DISTORÇÕES DA PREVIDÊNCIA SOCIAL

Ruy Martins Altenfelder Silva *, 14 Fevereiro 2017
O ministro O ministro Luís Roberto Barroso, do STF classificou a Previdência brasileira como responsável por perversa transferência de renda. “Os 32 milhões de aposentados da iniciativa privada custam o mesmo que 1 milhão de aposentados do poder público”. Ao dividir dessa forma desigual, meio a meio, toda a arrecadação da Previdência, o amargo e injusto é que a maioria pobre termina dando dinheiro à minoria mais endinheirada.
O jurista Ives Gandra Martins, em artigo publicado no final de 2012 no Estadão, entre outros pontos, afirma que a rejeição social aos tributos – cuja arrecadação se aproxima de R$ 1,5 trilhão – acontece porque todos sabem que eles se destinam mais a manter os privilégios dos governantes do que a financiar os serviços públicos. Ives cita como exemplo desse desvirtuamento o modelo nacional da Previdência Social, que não consegue se desenredar dos efeitos perniciosos de dois patamares de aposentadorias, distantes anos-luz entre eles, e da convivência de meio século com persistente déficit, visto como uma bomba-relógio que, se não for desarmada em prazo cada vez mais curto, mais cedo ou mais tarde poderá explodir, comprometendo seriamente as finanças públicas.
O descompasso surge nítido de uma simples comparação entre dois déficits registrados em 2011: “buraco” de R$ 50 bilhões gerado pelos benefícios pagos a menos de 1 milhão de servidores públicos, ante pouco mais de R$ 40 bilhões decorrentes dos pagamentos a 24 milhões de “cidadãos de segunda categoria, o povo”, no dizer de Gandra Martins.
Um ponto adicional escurece o cenário: o constante inchaço da máquina administrativa é outro fator que, certamente, agravará a situação da Previdência. Basta lembrar a previsão de que, até 2015, 110 mil dos mais de 587 mil funcionários federais terão direito à aposentaria, segundo recente levantamento. Até agora, as soluções adotadas apenas adiam a questão, resumindo-se a medidas paliativas, como a redução em 30% das aposentadorias concedidas aos servidores, que até 2007 acompanhavam a remuneração paga aos funcionários da ativa, incluindo os reajustes. Ou a oferta de abono de 11% para quem concordar em permanecer na ativa, na busca de solucionar o duplo problema de não engrossar o déficit da aposentadoria pública e reter o funcionário qualificado.

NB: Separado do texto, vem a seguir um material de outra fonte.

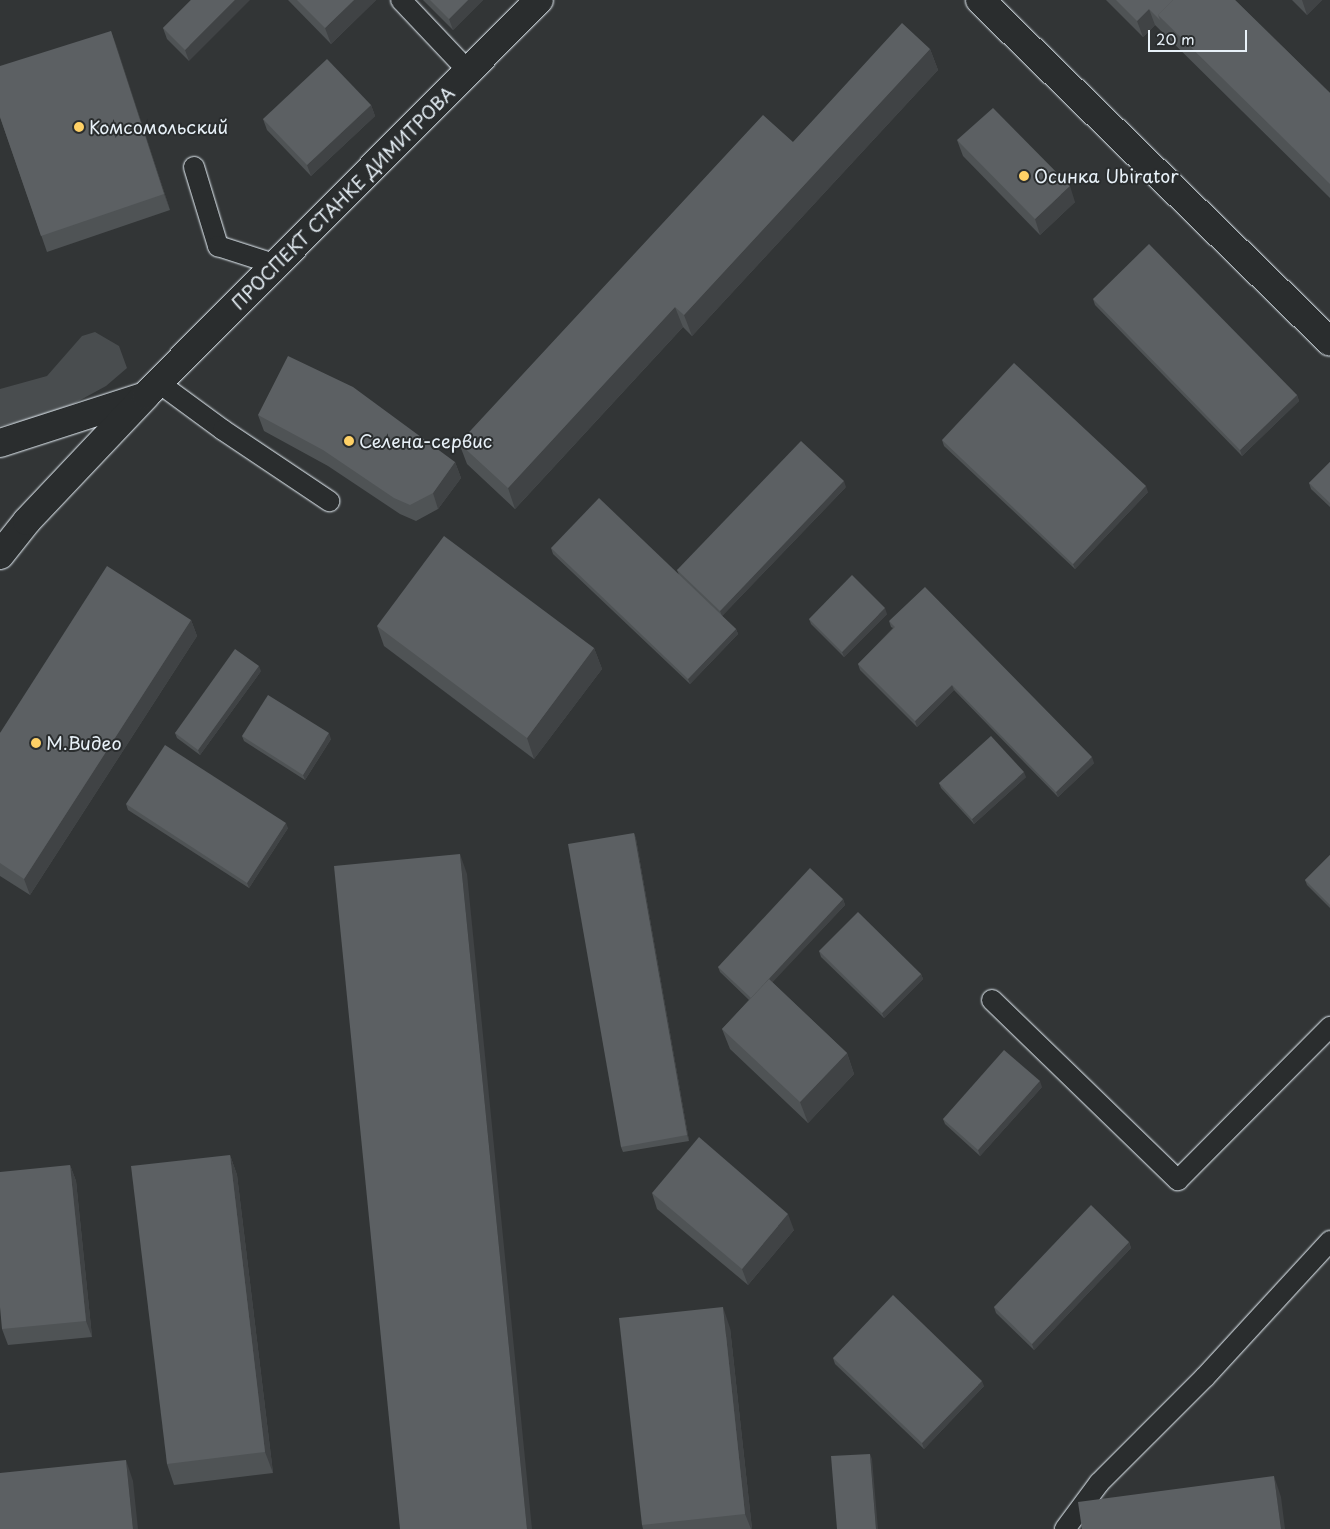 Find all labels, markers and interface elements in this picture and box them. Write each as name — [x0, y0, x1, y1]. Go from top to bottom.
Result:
scale bar — [1150, 20, 1249, 52]
text: 20 m — [1156, 27, 1195, 50]
street label: ПРОСПЕКТ СТАНКЕ ДИМИТРОВА — [227, 82, 459, 314]
place label: Комсомольский — [89, 116, 228, 138]
marker: Комсомольский — [73, 121, 85, 133]
place label: Осинка Ubirator — [1034, 165, 1179, 187]
marker: Осинка Ubirator — [1018, 170, 1030, 182]
place label: Селена-сервис — [359, 430, 492, 452]
marker: Селена-сервис — [343, 435, 355, 447]
place label: М.Видео — [46, 732, 122, 754]
marker: М.Видео — [30, 737, 42, 749] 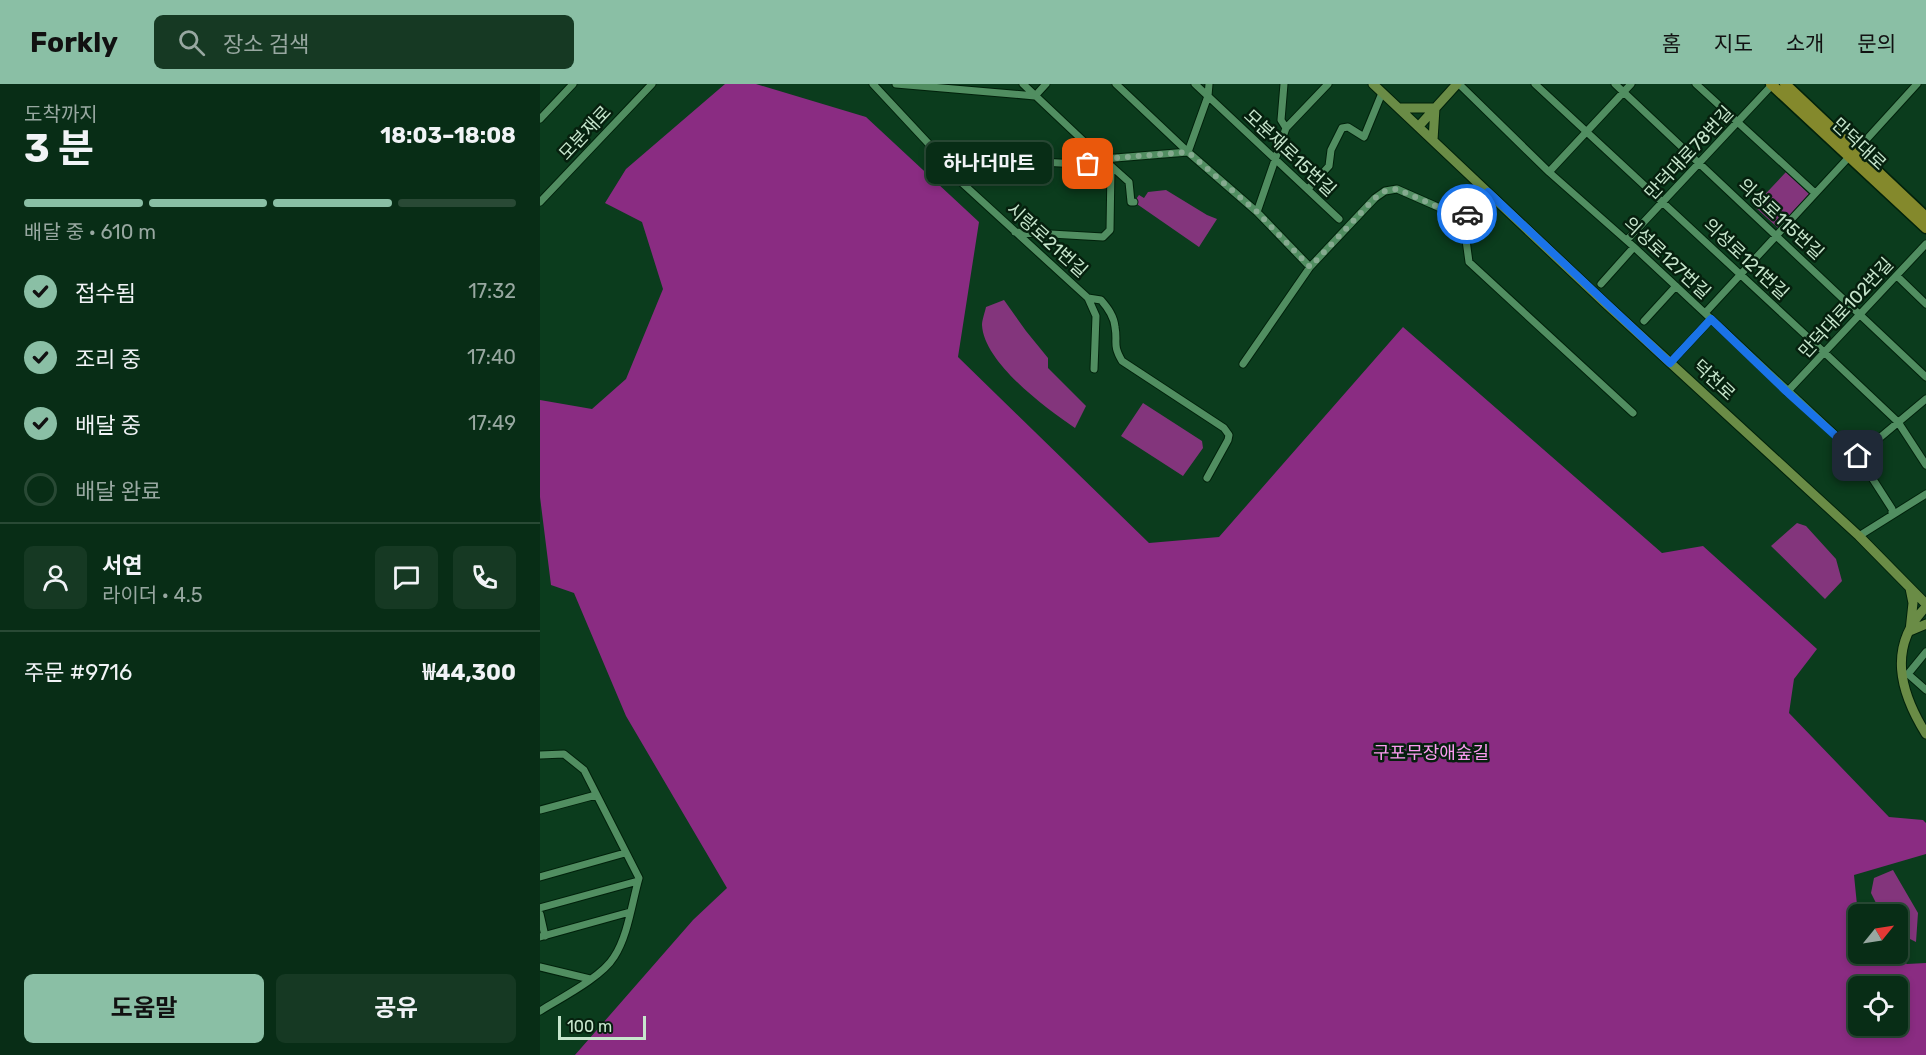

O peso das aposentadorias, também, onera as finanças das instituições públicas que administram orçamento próprio. É o caso da Universidade de São Paulo (USP), cujo reitor, João Grandino Rodas, veio recentemente a público para informar que o gasto com pessoal (ativos e elevado número de inativos) consome 93% de um orçamento de R$ 4,3 bilhões, pouco sobrando para investimentos em outras áreas.
Por mais que se comprima o valor dos benefícios aos cidadãos comuns (em 2013 variando de R$ 678 a R$ 4.157,05) e os bem mais elevados dos servidores, o sistema previdenciário peca por erros e equívocos que se acumularam em seu passado, ao ampliar o leque de benefícios e beneficiários sem a contrapartida do aumento da receita – isso sem falar na destinação de seus recursos para outros fins, que representou uma sangria, mesmo que a aplicação fosse legítima. A Constituição de 1988 consagrou essa vocação de generosidade à custa do rendimento futuro dos contribuintes. As despesas cresceram com a incorporação do seguro-desemprego; a elevação do piso dos benefícios; o direito de ingresso ao sistema a qualquer cidadão; a extinção das diferenças entre trabalhadores rurais e urbanos. De novo, nenhuma medida para aumentar a receita.